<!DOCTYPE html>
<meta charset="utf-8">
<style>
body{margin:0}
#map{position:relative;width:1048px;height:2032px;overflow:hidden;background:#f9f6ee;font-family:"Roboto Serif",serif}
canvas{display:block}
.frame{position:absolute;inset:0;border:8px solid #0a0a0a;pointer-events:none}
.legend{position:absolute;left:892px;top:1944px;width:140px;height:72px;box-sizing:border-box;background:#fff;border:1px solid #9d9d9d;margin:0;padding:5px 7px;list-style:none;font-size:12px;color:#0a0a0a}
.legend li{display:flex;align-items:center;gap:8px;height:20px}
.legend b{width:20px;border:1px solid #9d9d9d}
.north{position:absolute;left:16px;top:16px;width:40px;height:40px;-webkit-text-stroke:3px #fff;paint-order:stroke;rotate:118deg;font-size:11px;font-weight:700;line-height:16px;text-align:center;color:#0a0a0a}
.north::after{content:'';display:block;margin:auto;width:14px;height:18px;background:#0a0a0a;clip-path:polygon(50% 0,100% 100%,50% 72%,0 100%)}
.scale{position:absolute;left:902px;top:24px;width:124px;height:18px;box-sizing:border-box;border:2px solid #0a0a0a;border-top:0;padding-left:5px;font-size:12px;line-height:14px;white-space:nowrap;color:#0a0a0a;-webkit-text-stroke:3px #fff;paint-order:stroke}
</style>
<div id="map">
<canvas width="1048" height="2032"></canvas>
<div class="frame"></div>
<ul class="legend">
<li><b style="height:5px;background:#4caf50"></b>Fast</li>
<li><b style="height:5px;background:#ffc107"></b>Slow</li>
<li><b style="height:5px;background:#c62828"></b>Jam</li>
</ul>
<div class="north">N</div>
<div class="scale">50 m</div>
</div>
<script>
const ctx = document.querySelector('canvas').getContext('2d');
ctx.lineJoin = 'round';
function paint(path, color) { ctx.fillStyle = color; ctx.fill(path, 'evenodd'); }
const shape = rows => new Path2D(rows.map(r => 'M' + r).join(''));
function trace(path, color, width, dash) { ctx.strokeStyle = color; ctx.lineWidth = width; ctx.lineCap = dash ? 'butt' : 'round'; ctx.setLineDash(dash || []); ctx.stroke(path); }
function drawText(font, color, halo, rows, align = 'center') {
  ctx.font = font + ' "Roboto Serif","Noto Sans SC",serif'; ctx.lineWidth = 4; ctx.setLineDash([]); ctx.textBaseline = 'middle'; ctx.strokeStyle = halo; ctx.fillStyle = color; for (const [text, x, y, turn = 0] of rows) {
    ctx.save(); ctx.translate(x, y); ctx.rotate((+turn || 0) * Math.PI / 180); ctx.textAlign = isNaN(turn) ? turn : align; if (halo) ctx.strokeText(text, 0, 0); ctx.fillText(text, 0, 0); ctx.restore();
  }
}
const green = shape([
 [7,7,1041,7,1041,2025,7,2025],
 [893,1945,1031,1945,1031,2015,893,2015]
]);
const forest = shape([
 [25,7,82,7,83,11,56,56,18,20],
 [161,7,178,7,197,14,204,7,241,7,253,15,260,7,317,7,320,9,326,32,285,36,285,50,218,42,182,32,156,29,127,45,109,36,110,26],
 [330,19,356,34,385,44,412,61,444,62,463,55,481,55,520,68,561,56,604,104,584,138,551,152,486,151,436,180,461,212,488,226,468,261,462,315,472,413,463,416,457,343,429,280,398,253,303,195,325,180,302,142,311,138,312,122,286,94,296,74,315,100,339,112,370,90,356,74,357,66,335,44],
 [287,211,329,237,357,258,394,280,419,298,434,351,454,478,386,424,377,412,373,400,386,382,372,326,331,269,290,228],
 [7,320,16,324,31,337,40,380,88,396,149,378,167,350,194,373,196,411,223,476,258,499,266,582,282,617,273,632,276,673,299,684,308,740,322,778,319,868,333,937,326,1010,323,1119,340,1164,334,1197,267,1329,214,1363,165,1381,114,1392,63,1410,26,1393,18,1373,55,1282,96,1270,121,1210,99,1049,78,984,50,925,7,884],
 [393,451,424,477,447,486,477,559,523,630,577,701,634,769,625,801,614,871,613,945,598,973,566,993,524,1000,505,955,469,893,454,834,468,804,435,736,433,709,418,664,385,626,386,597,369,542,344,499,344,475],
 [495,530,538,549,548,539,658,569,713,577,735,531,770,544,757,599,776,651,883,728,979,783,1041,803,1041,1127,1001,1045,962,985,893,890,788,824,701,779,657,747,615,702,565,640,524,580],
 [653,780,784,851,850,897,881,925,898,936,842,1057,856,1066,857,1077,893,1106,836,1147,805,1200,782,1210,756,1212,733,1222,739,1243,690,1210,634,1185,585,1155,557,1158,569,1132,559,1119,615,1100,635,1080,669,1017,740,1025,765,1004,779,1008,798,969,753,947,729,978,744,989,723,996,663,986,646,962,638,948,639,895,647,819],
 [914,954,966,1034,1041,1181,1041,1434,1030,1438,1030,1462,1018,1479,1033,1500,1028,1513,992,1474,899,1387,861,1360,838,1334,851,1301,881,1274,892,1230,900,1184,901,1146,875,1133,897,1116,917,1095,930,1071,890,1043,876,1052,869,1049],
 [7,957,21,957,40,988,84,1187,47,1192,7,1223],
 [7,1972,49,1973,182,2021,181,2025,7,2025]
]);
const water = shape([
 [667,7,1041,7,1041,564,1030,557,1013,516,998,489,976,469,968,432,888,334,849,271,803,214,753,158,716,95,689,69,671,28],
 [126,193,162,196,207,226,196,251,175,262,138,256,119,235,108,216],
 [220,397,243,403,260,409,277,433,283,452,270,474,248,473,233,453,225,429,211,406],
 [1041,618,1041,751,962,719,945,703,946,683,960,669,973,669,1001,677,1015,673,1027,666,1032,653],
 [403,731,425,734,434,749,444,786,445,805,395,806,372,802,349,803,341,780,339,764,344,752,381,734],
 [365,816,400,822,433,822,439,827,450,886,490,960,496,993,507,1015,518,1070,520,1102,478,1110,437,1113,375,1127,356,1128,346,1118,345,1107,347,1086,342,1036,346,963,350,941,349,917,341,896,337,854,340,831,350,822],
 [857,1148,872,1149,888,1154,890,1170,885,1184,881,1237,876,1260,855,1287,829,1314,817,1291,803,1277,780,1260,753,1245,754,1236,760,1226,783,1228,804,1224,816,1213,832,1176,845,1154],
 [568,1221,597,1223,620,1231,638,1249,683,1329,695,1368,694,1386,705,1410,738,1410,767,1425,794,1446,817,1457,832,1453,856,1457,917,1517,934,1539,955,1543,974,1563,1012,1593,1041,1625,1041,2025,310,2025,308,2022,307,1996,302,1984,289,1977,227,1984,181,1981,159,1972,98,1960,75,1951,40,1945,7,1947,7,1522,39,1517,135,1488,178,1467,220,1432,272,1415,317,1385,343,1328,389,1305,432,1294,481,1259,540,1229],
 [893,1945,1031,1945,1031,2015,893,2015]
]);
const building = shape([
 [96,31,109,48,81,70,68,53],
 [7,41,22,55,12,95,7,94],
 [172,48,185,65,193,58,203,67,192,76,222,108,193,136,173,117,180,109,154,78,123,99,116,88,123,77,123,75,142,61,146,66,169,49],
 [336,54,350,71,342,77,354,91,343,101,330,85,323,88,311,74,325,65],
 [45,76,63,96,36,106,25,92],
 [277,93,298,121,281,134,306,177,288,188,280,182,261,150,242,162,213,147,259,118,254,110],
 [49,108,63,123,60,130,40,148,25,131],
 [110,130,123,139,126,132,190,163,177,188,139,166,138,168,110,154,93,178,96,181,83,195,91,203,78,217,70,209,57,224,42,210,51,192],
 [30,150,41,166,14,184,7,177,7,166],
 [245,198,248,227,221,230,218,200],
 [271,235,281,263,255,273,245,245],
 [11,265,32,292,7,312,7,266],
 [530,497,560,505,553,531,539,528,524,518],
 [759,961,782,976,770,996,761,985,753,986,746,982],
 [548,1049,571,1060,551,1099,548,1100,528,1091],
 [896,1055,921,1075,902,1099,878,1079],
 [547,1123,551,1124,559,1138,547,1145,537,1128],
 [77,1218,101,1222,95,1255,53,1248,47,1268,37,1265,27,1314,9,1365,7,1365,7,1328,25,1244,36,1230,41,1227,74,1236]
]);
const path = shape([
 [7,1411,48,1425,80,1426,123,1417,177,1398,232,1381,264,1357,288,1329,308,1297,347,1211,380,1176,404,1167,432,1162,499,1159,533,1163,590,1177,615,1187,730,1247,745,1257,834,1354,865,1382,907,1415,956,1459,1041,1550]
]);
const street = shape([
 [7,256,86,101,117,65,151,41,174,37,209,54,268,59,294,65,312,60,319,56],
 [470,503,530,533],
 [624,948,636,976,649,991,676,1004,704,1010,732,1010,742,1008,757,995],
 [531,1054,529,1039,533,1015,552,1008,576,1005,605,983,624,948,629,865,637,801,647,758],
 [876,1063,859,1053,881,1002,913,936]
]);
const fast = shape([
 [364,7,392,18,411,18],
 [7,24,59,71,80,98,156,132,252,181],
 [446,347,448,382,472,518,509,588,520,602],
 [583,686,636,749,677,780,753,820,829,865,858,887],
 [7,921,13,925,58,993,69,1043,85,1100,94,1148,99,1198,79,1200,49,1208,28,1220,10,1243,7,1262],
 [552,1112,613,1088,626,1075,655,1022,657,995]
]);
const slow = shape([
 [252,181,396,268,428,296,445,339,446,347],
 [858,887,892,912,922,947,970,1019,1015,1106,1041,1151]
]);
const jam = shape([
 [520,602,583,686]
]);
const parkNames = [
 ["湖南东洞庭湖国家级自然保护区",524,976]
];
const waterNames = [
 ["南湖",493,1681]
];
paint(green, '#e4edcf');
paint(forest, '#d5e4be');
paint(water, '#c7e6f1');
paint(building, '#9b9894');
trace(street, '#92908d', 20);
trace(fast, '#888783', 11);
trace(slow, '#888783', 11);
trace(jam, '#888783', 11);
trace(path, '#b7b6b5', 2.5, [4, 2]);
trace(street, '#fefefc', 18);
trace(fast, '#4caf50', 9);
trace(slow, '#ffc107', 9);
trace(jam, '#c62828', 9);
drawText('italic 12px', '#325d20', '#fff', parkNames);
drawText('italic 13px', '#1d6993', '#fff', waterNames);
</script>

▶ **TASK STATEMENT**:
Determine how many lines of the material hold the string "lineWidth", and state that number by itself.

▶ **PROBLEM SOLUTION**:
2